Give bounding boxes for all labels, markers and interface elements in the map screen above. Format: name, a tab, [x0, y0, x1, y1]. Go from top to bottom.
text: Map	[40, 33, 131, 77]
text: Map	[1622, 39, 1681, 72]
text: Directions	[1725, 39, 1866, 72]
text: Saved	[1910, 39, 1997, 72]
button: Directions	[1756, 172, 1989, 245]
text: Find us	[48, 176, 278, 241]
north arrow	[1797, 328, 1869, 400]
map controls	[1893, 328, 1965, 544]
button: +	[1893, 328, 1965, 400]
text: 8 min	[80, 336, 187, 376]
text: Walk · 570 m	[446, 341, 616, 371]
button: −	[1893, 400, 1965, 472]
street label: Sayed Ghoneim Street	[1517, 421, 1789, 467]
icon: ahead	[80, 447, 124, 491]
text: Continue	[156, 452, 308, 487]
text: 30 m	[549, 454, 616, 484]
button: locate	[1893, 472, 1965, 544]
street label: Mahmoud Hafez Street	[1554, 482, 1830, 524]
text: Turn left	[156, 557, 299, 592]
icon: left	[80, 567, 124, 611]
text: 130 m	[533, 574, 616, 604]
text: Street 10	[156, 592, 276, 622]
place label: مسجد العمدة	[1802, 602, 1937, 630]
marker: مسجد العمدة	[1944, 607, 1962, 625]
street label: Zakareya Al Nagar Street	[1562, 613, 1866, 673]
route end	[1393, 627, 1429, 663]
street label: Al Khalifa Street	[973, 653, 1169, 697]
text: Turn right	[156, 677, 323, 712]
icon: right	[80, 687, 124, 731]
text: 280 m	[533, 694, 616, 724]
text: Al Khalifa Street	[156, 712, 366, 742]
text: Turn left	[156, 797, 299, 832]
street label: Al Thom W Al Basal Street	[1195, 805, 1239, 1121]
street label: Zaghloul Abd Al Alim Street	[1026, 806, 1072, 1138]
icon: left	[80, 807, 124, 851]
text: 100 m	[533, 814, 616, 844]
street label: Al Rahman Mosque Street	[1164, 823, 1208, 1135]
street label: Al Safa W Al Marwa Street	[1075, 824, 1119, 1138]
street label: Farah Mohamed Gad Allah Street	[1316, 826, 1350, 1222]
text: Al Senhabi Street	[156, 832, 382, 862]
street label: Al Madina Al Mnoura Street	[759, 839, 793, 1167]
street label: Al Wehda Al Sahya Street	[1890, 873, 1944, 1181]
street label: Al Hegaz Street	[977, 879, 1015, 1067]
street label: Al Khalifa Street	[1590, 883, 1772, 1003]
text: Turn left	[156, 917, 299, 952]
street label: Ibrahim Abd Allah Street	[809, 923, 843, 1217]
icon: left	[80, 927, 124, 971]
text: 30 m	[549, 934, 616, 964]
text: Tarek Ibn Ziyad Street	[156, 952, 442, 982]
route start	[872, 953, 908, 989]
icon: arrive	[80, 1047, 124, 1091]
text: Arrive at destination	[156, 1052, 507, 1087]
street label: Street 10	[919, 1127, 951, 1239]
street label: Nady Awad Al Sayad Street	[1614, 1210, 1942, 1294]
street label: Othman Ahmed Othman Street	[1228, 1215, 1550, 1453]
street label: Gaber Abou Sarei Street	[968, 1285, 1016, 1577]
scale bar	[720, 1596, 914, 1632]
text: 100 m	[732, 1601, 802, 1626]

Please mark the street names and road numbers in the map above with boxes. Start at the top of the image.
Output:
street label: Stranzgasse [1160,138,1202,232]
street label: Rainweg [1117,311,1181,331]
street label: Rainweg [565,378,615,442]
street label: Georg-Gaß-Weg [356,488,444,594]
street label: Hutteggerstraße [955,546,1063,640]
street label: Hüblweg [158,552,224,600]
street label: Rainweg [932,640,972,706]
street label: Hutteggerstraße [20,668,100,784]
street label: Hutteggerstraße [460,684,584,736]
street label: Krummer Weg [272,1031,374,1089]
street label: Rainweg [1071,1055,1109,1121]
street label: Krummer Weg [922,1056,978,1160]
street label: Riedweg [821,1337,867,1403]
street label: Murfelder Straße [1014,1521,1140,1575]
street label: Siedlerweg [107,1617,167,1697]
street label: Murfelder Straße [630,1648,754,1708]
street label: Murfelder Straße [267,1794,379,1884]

■ **WORK INSTRUCTION**
When a line contains the string "Khalifa", count that line; once every line of the records has been checked, state the count alone.

■ **RESPONSE**
3